## TASK ITEM
Wherever a line in the records below contains "translate", copy that line.

## Stored dataset items
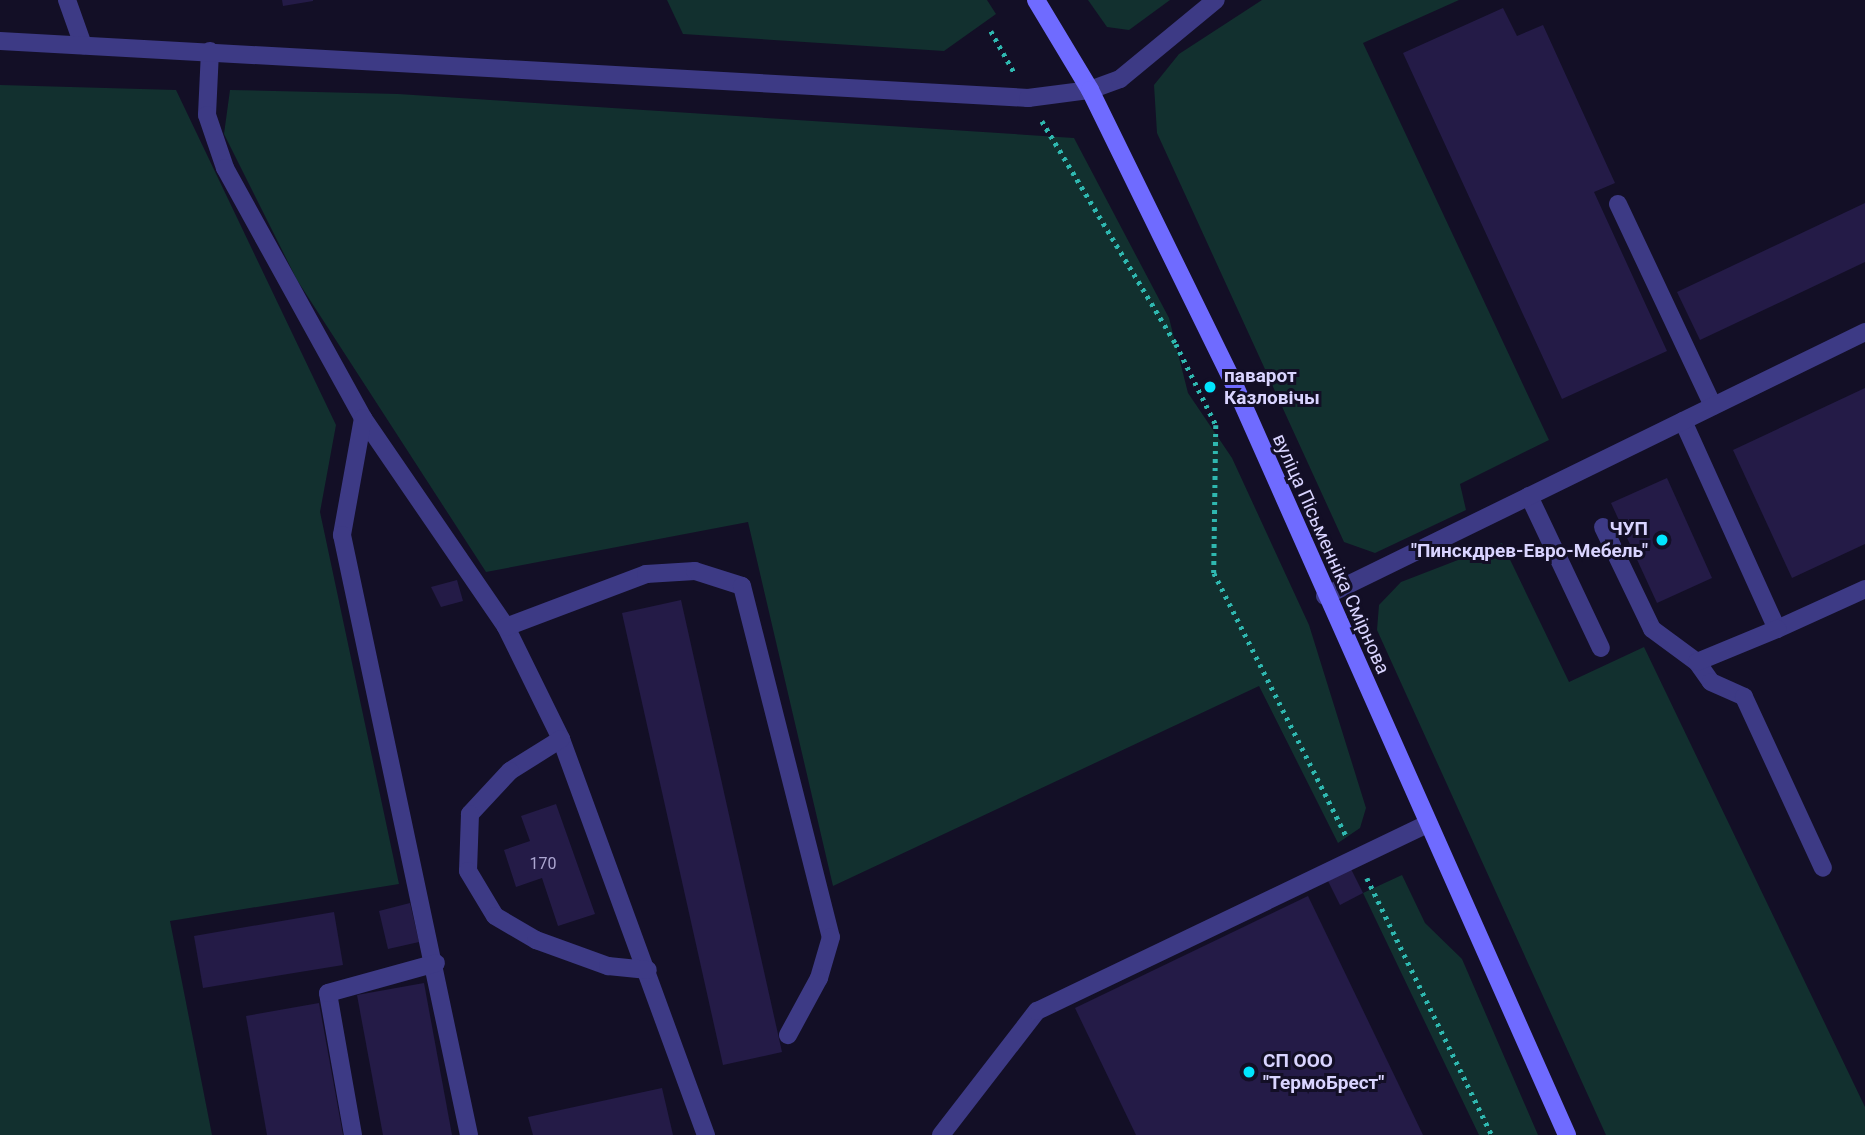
<!DOCTYPE html>
<html>
<head>
<meta charset="utf-8">
<style>
  body { margin:0 }
  #map { position:relative; width:1865px; height:1135px; overflow:hidden; background:#130f26; font-family:Roboto,sans-serif }
  div>[style] { position:absolute }
  [style*='--x'] { left:calc(var(--x)*1px); top:calc(var(--y)*1px); width:calc(var(--w)*1px); rotate:calc(var(--a)*1deg) }
  .green>* { inset:0; background:#12302f }
  .building>* { inset:0; background:#241b47 }
  .path>* { height:4.5px; margin-top:-2.25px; transform-origin:0; background:repeating-linear-gradient(90deg,#2fb8b0 0 3.5px,transparent 0 8.5px) }
  .lane>* { height:18px; margin:-9px; padding:0 9px; transform-origin:9px; border-radius:9px; background:#3d3a85 }
  .street>* { height:18px; margin:-9px; padding:0 9px; transform-origin:9px; border-radius:9px; background:#3d3a85 }
  .secondary>* { height:18px; margin:-9px; padding:0 9px; transform-origin:9px; border-radius:9px; background:#6f6bff }
  .dots>* { width:19px; height:19px; translate:-50% -50%; box-sizing:border-box; border:4px solid #130f26; border-radius:50% }
  span { translate:-50% -50%; white-space:nowrap; text-align:center; line-height:1.15; -webkit-text-stroke:6px #130f26; paint-order:stroke }
  .number-label { font-size:16px; color:#aca6d1 }
  .number-label span { -webkit-text-stroke-width:0 }
  .poi-label { font-size:19px; color:#d9d4ff; font-weight:700 }
  .left { translate:0 -50%; text-align:left }
  .right { translate:-100% -50%; text-align:right }
  .street-label { font-size:19px; color:#d9d4ff }
</style>
</head>
<body>
<div id="map">
  <div class="green">
    <div style="clip-path:polygon(667px 0,987px 0,996px 14px,944px 51px,683px 34px)"></div>
    <div style="clip-path:polygon(1088px 0,1170px 0,1129px 30px,1107px 27px)"></div>
    <div style="clip-path:polygon(1262px 0,1459px 0,1363px 43px,1549px 440px,1460px 484px,1466px 510px,1375px 553px,1344px 542px,1157px 133px,1154px 85px,1179px 54px)"></div>
    <div style="clip-path:polygon(0 85px,176px 90px,336px 425px,320px 512px,399px 884px,170px 921px,212px 1135px,0 1135px)"></div>
    <div style="clip-path:polygon(230px 90px,398px 94px,1074px 138px,1169px 318px,1188px 393px,1232px 458px,1309px 625px,1366px 808px,1360px 828px,1338px 843px,1259px 686px,833px 886px,748px 522px,486px 572px,297px 280px,224px 134px)"></div>
    <div style="clip-path:polygon(1502px 543px,1569px 682px,1644px 647px,1865px 1107px,1865px 1135px,1606px 1135px,1377px 630px,1379px 605px,1401px 582px)"></div>
    <div style="clip-path:polygon(1402px 875px,1425px 923px,1462px 959px,1538px 1135px,1479px 1135px,1363px 893px)"></div>
  </div>
  <div class="building">
    <div style="clip-path:polygon(282px 0,313px 0,313px 1px,283px 6px)"></div>
    <div style="clip-path:polygon(1503px 8px,1517px 36px,1543px 25px,1615px 183px,1594px 192px,1667px 351px,1562px 399px,1403px 53px)"></div>
    <div style="clip-path:polygon(1865px 203px,1865px 262px,1700px 340px,1677px 292px)"></div>
    <div style="clip-path:polygon(1865px 388px,1865px 544px,1792px 578px,1733px 450px)"></div>
    <div style="clip-path:polygon(1667px 478px,1712px 578px,1657px 603px,1611px 503px)"></div>
    <div style="clip-path:polygon(457px 580px,463px 601px,441px 607px,431px 587px)"></div>
    <div style="clip-path:polygon(681px 600px,782px 1052px,723px 1065px,622px 613px)"></div>
    <div style="clip-path:polygon(556px 804px,595px 914px,558px 926px,542px 878px,516px 887px,504px 850px,530px 841px,521px 816px)"></div>
    <div style="clip-path:polygon(1351px 869px,1363px 893px,1340px 905px,1328px 881px)"></div>
    <div style="clip-path:polygon(1308px 896px,1423px 1135px,1136px 1135px,1075px 1008px)"></div>
    <div style="clip-path:polygon(410px 903px,419px 942px,388px 949px,379px 911px)"></div>
    <div style="clip-path:polygon(334px 912px,343px 965px,203px 988px,194px 936px)"></div>
    <div style="clip-path:polygon(424px 983px,452px 1135px,383px 1135px,357px 995px)"></div>
    <div style="clip-path:polygon(319px 1003px,343px 1135px,267px 1135px,246px 1016px)"></div>
    <div style="clip-path:polygon(662px 1088px,673px 1135px,533px 1135px,528px 1117px)"></div>
  </div>
  <div class="path">
    <div style="--x:991;--y:31;--w:49;--a:60.8"></div>
    <div style="--x:1042;--y:121;--w:260;--a:59"></div>
    <div style="--x:1176;--y:344;--w:90;--a:63.7"></div>
    <div style="--x:1216;--y:425;--w:148;--a:90.8"></div>
    <div style="--x:1214;--y:573;--w:293;--a:63.3"></div>
    <div style="--x:1367;--y:878;--w:286;--a:64.1"></div>
  </div>
  <div class="lane">
    <div style="--x:67;--y:0;--w:48;--a:70.4"></div>
    <div style="--x:210;--y:51;--w:64;--a:92.7"></div>
    <div style="--x:207;--y:115;--w:56;--a:71.2"></div>
    <div style="--x:225;--y:168;--w:286;--a:61.1"></div>
    <div style="--x:363;--y:418;--w:253;--a:55.6"></div>
    <div style="--x:506;--y:627;--w:125;--a:63.8"></div>
    <div style="--x:561;--y:739;--w:422;--a:69.9"></div>
    <div style="--x:1618;--y:204;--w:223;--a:64.8"></div>
    <div style="--x:363;--y:418;--w:119;--a:100.2"></div>
    <div style="--x:342;--y:535;--w:613;--a:78.05"></div>
    <div style="--x:1683;--y:421;--w:228;--a:65.7"></div>
    <div style="--x:1777;--y:629;--w:97;--a:-24.4"></div>
    <div style="--x:1529;--y:496;--w:168;--a:64.7"></div>
    <div style="--x:1603;--y:527;--w:113;--a:64.3"></div>
    <div style="--x:1652;--y:629;--w:56;--a:36.3"></div>
    <div style="--x:1697;--y:662;--w:24;--a:55"></div>
    <div style="--x:1711;--y:682;--w:36;--a:24"></div>
    <div style="--x:1744;--y:697;--w:188;--a:65.2"></div>
    <div style="--x:1325;--y:596;--w:601;--a:-26.05"></div>
    <div style="--x:506;--y:627;--w:150;--a:-20.7"></div>
    <div style="--x:646;--y:574;--w:49;--a:-3.5"></div>
    <div style="--x:695;--y:571;--w:49;--a:17.7"></div>
    <div style="--x:742;--y:586;--w:362;--a:75.8"></div>
    <div style="--x:831;--y:937;--w:43;--a:106.3"></div>
    <div style="--x:819;--y:978;--w:65;--a:118.5"></div>
    <div style="--x:1697;--y:662;--w:87;--a:-22.4"></div>
    <div style="--x:561;--y:739;--w:60;--a:147.9"></div>
    <div style="--x:510;--y:771;--w:59;--a:132.9"></div>
    <div style="--x:470;--y:814;--w:57;--a:92"></div>
    <div style="--x:468;--y:871;--w:52;--a:59"></div>
    <div style="--x:495;--y:916;--w:48;--a:30.3"></div>
    <div style="--x:536;--y:940;--w:77;--a:19.9"></div>
    <div style="--x:608;--y:966;--w:40;--a:5.7"></div>
    <div style="--x:353;--y:1135;--w:144;--a:-100"></div>
    <div style="--x:328;--y:993;--w:112;--a:-15.5"></div>
    <div style="--x:941;--y:1135;--w:157;--a:-52.3"></div>
    <div style="--x:1037;--y:1011;--w:433;--a:-25.6"></div>
  </div>
  <div class="street">
    <div style="--x:0;--y:41;--w:1030;--a:3.17"></div>
    <div style="--x:1028;--y:98;--w:63;--a:-7.4"></div>
    <div style="--x:1090;--y:90;--w:32;--a:-20"></div>
    <div style="--x:1120;--y:79;--w:124;--a:-39.5"></div>
  </div>
  <div class="secondary">
    <div style="--x:1036;--y:0;--w:105;--a:59"></div>
    <div style="--x:1090;--y:90;--w:325;--a:63.9"></div>
    <div style="--x:1233;--y:382;--w:824;--a:66.08"></div>
  </div>
  <div class="dots">
    <div style="left:1210px;top:387px;background:#00e5ff"></div>
    <div style="left:1662px;top:540px;background:#00e5ff"></div>
    <div style="left:1249px;top:1072px;background:#00e5ff"></div>
  </div>
  <div class="number-label">
    <span style="left:543px;top:864px">170</span>
  </div>
  <div class="poi-label">
    <span class="left" style="left:1224px;top:387px">паварот<br>Казловічы</span>
    <span class="right" style="left:1648px;top:540px">ЧУП<br>"Пинскдрев-Евро-Мебель"</span>
    <span class="left" style="left:1263px;top:1072px">СП ООО<br>"ТермоБрест"</span>
  </div>
  <div class="street-label">
    <span style="left:1331px;top:554px;rotate:66deg">вуліца Пісьменніка Смірнова</span>
  </div>
</div>
</body>
</html>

## RESULT FOR THIS EXERCISE
  .dots>* { width:19px; height:19px; translate:-50% -50%; box-sizing:border-box; border:4px solid #130f26; border-radius:50% }
  span { translate:-50% -50%; white-space:nowrap; text-align:center; line-height:1.15; -webkit-text-stroke:6px #130f26; paint-order:stroke }
  .left { translate:0 -50%; text-align:left }
  .right { translate:-100% -50%; text-align:right }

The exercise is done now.